Three Consequences of the Polar Vortex

polar-vortexWinter weather events rarely affect Wall Street. But most of them aren’t as costly as the one we just experienced.
The “polar vortex” that swept the country over the last couple weeks set record-low temperatures from Wisconsin to Hawaii. At one point it was colder in Atlanta than it was in the South Pole. Yikes.
Mercifully, the cold air has subsided in most places. Even here in Vermont, temperatures are back up in the 40s (a welcome change from the minus-35-degree wind chills we felt less than two weeks ago). But the damage was already done.
Economists estimate that the polar vortex will cost the U.S. economy $5 billion when all is said and done. The weather affected approximately 200 million people, leaving many without electricity or heat and rendering car batteries (including this writer’s) dead. Those who did have heat and power huddled at home to stay warm, shunning the malls, movie theaters and local eateries.
That’s the broad picture of how the record cold affected Americans. Now let’s look at three more specific ways it put a dent in the U.S. economy – and how those dents could reverberate on Wall Street.

1.       Slower First-Quarter GDP Growth. Several economists have projected that the polar vortex will reduce Q1 GDP growth by 0.1% to 0.2%. That sounds like small potatoes when you consider that GDP grew by 4.1% in the fourth quarter. However, GDP growth has steadily improved for four consecutive quarters. Topping 4.1% this quarter could prove difficult considering it was the third-best quarterly growth rate the U.S. economy has seen since the recession. A tenth of a percentage point or two could mean the difference between improved growth and a minor step backward.

2.       The Airlines Took It On the Chin. Some 7,000 flights were canceled in just two days last week. JetBlue (NYSE: JBLU) grounded its entire fleet in New York and Boston at one point. That’s not good for business. The effect on airline stocks has been relatively muted thus far. JetBlue shares declined 4.5% last Monday but have since recovered. United Continental (NYSE: UAL) shares dipped 3.2% in two days but have since vaulted to a six-year high.

The short-term ramifications for airlines was negligible. But all the canceled flights will certainly eat into first-quarter profits, with cost of cancellations expected to reach $1.4 billion. That could make for an underwhelming earnings season for airlines three months from now.

3.       Too Cold to Build. Frigid temperatures and icy weather already took their toll on the economy in December. Last month, the labor-force penetration rate plunged to a 35-year low in large part because 273,000 people were off the job due to weather. For comparison’s sake, only 84,000 and 127,000 were out of work, respectively, the last two Decembers.

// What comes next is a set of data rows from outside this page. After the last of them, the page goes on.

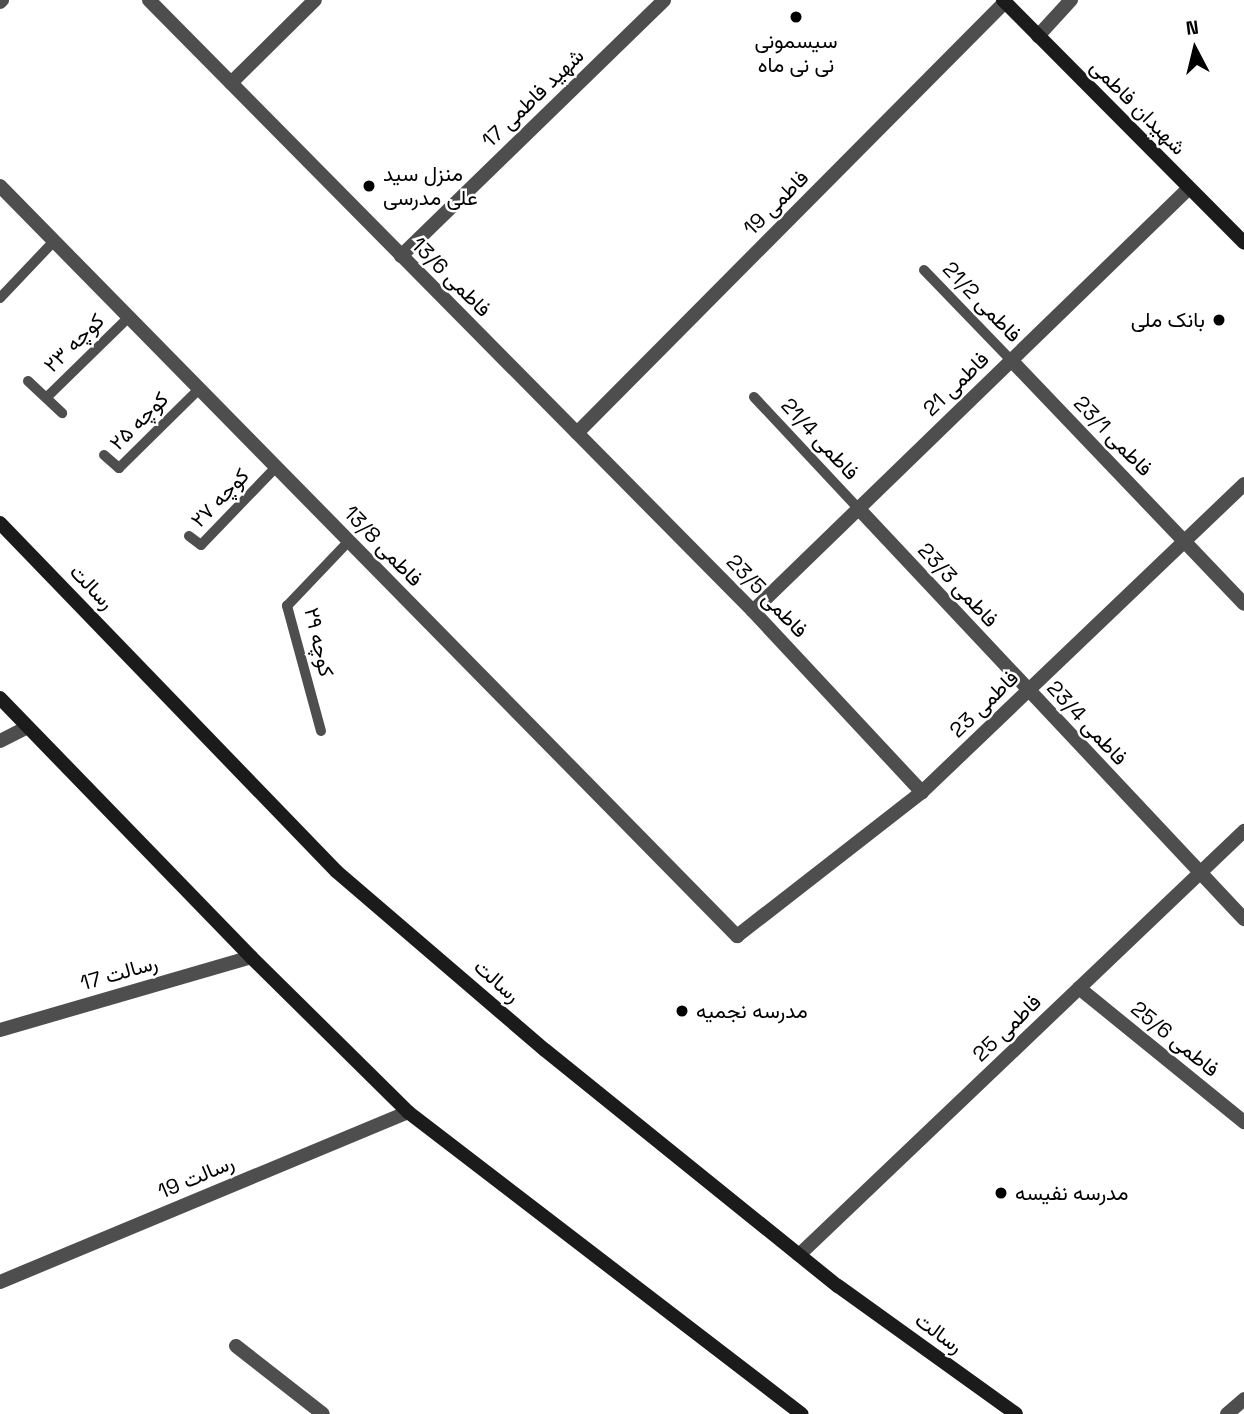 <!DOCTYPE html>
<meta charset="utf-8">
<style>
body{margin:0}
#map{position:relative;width:1244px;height:1414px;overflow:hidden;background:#fff;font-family:"Space Grotesk",Vazirmatn,sans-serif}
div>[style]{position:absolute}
.lane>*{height:10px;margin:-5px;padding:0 5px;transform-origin:5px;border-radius:5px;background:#4e4e4e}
.street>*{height:14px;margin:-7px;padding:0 7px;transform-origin:7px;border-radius:7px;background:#4e4e4e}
.secondary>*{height:14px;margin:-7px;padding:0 7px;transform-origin:7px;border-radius:7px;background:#1b1b1b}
.dots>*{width:19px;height:19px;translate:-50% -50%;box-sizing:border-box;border:4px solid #fff;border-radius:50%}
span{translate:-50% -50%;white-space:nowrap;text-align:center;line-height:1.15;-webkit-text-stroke:5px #fff;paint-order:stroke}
.poi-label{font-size:21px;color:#000}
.left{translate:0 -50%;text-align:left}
.right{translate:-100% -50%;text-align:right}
.street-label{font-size:21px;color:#000}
.north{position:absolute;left:1160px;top:14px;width:70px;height:70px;-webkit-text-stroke:5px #fff;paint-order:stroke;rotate:353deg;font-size:19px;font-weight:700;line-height:28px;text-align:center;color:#000}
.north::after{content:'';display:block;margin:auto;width:24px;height:32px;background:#000;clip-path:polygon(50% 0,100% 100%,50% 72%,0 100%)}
</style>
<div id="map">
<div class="lane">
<div style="left:924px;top:270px;width:125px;rotate:46deg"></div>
<div style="left:0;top:298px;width:79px;rotate:-46.5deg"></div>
<div style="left:28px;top:381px;width:47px;rotate:43.3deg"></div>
<div style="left:47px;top:397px;width:115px;rotate:-44.3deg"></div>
<div style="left:754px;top:397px;width:152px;rotate:46.9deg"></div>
<div style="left:104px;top:455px;width:20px;rotate:41deg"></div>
<div style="left:119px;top:468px;width:112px;rotate:-44.6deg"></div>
<div style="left:189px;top:536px;width:15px;rotate:37deg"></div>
<div style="left:201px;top:545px;width:108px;rotate:-46.1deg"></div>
<div style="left:321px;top:731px;width:130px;rotate:-105.2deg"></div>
<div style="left:287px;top:606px;width:90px;rotate:-46.4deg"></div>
</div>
<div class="street">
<div style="left:149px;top:0;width:859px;rotate:45.33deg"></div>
<div style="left:753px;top:611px;width:248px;rotate:47deg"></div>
<div style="left:0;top:2px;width:3px;rotate:-45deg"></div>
<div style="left:1038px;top:36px;width:49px;rotate:-47.5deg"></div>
<div style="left:231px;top:83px;width:118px;rotate:-44.7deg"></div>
<div style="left:0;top:186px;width:1052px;rotate:45.5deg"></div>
<div style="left:737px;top:936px;width:234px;rotate:-37.9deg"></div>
<div style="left:922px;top:792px;width:446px;rotate:-43.7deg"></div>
<div style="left:401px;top:256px;width:367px;rotate:-44.2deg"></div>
<div style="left:1011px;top:360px;width:337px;rotate:46.3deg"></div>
<div style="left:577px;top:433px;width:607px;rotate:-45.2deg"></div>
<div style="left:858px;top:508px;width:564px;rotate:46.8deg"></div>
<div style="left:753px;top:611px;width:607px;rotate:-44.13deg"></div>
<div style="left:0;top:741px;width:31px;rotate:-27deg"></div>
<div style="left:1079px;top:988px;width:213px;rotate:39.1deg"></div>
<div style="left:0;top:1030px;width:261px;rotate:-16.2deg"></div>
<div style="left:799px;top:1255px;width:615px;rotate:-43.62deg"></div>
<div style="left:0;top:1282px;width:442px;rotate:-22.6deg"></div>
<div style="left:236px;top:1346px;width:110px;rotate:38deg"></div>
<div style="left:1227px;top:1414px;width:23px;rotate:-41deg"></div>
</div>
<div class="secondary">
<div style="left:1003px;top:0;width:342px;rotate:45.2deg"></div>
<div style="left:0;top:523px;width:484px;rotate:46deg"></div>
<div style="left:336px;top:871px;width:275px;rotate:40.6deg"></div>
<div style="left:545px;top:1050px;width:376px;rotate:38.9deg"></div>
<div style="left:838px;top:1286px;width:219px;rotate:35.7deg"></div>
<div style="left:0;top:698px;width:361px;rotate:45.9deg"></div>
<div style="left:251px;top:957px;width:221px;rotate:44.6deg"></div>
<div style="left:408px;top:1112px;width:496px;rotate:37.5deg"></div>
</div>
<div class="dots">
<div style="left:796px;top:17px;background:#000"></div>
<div style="left:369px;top:186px;background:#000"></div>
<div style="left:1219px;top:320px;background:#000"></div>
<div style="left:682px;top:1011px;background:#000"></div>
<div style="left:1001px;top:1193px;background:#000"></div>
</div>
<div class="poi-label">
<span style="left:796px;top:53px">سیسمونی<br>نی نی ماه</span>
<span class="left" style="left:383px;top:186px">منزل سید<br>علی مدرسی</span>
<span class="right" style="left:1205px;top:320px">بانک ملی</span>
<span class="left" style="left:696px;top:1011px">مدرسه نجمیه</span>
<span class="left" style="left:1015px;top:1193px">مدرسه نفیسه</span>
</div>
<div class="street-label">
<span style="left:533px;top:98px;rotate:-44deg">شهید فاطمی 17</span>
<span style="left:1138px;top:107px;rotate:45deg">شهیدان فاطمی</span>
<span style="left:776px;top:203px;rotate:-45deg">فاطمی 19</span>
<span style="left:451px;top:277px;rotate:45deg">فاطمی 13/6</span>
<span style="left:982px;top:302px;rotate:46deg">فاطمی 21/2</span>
<span style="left:74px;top:343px;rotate:-44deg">کوچه ۲۳</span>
<span style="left:956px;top:384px;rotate:-44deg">فاطمی 21</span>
<span style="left:139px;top:421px;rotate:-45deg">کوچه ۲۵</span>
<span style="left:1113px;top:436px;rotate:46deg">فاطمی 23/1</span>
<span style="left:820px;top:439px;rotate:47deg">فاطمی 21/4</span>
<span style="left:220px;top:498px;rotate:-46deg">کوچه ۲۷</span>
<span style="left:383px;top:546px;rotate:46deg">فاطمی 13/8</span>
<span style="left:958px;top:585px;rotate:47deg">فاطمی 23/3</span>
<span style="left:92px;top:587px;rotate:46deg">رسالت</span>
<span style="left:767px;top:596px;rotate:46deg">فاطمی 23/5</span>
<span style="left:319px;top:642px;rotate:77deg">کوچه ۲۹</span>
<span style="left:984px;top:704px;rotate:-44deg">فاطمی 23</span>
<span style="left:1087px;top:723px;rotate:47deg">فاطمی 23/4</span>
<span style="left:119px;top:973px;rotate:-16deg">رسالت 17</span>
<span style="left:497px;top:981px;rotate:41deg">رسالت</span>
<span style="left:1007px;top:1028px;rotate:-44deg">فاطمی 25</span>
<span style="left:1175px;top:1039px;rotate:39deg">فاطمی 25/6</span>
<span style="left:196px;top:1177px;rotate:-23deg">رسالت 19</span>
<span style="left:939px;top:1333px;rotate:36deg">رسالت</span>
</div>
<div class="north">N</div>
</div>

Homebuilders were hit hardest. Employment in construction fell for the first time in seven months. At a certain point, it simply becomes too cold to build.
And that was December – before temperatures dropped to sub-Arctic levels. Odds are, homebuilding will be slower than expected again this month. Perhaps in anticipation of the weather-induced construction drop-off, the SPDR S&P Homebuilders ETF (XHB) – which tracks the likes of Toll Brothers (NYSE: TOL) and Lennar Corporation (NYSE: LEN) – has fallen off 3% in the past two weeks.
We’ll see if that trend continues.
In the $17 trillion U.S. economy, a $5 billion loss amounts to a drop in the bucket. Superstorm Sandy cost the U.S. economy two or three times that much in 2012.
However, in this 24-hour news cycle, markets tend to overreact – and individual stocks certainly do. The polar vortex has had little immediate impact on stocks. But for sectors such as airlines and homebuilders, the loss of business is a bit more significant.
No, the weather outside isn’t frightful enough to send the entire stock market plunging – even if it slows GDP growth. For certain sectors, however, it may take a few months to thaw out from the deep freeze.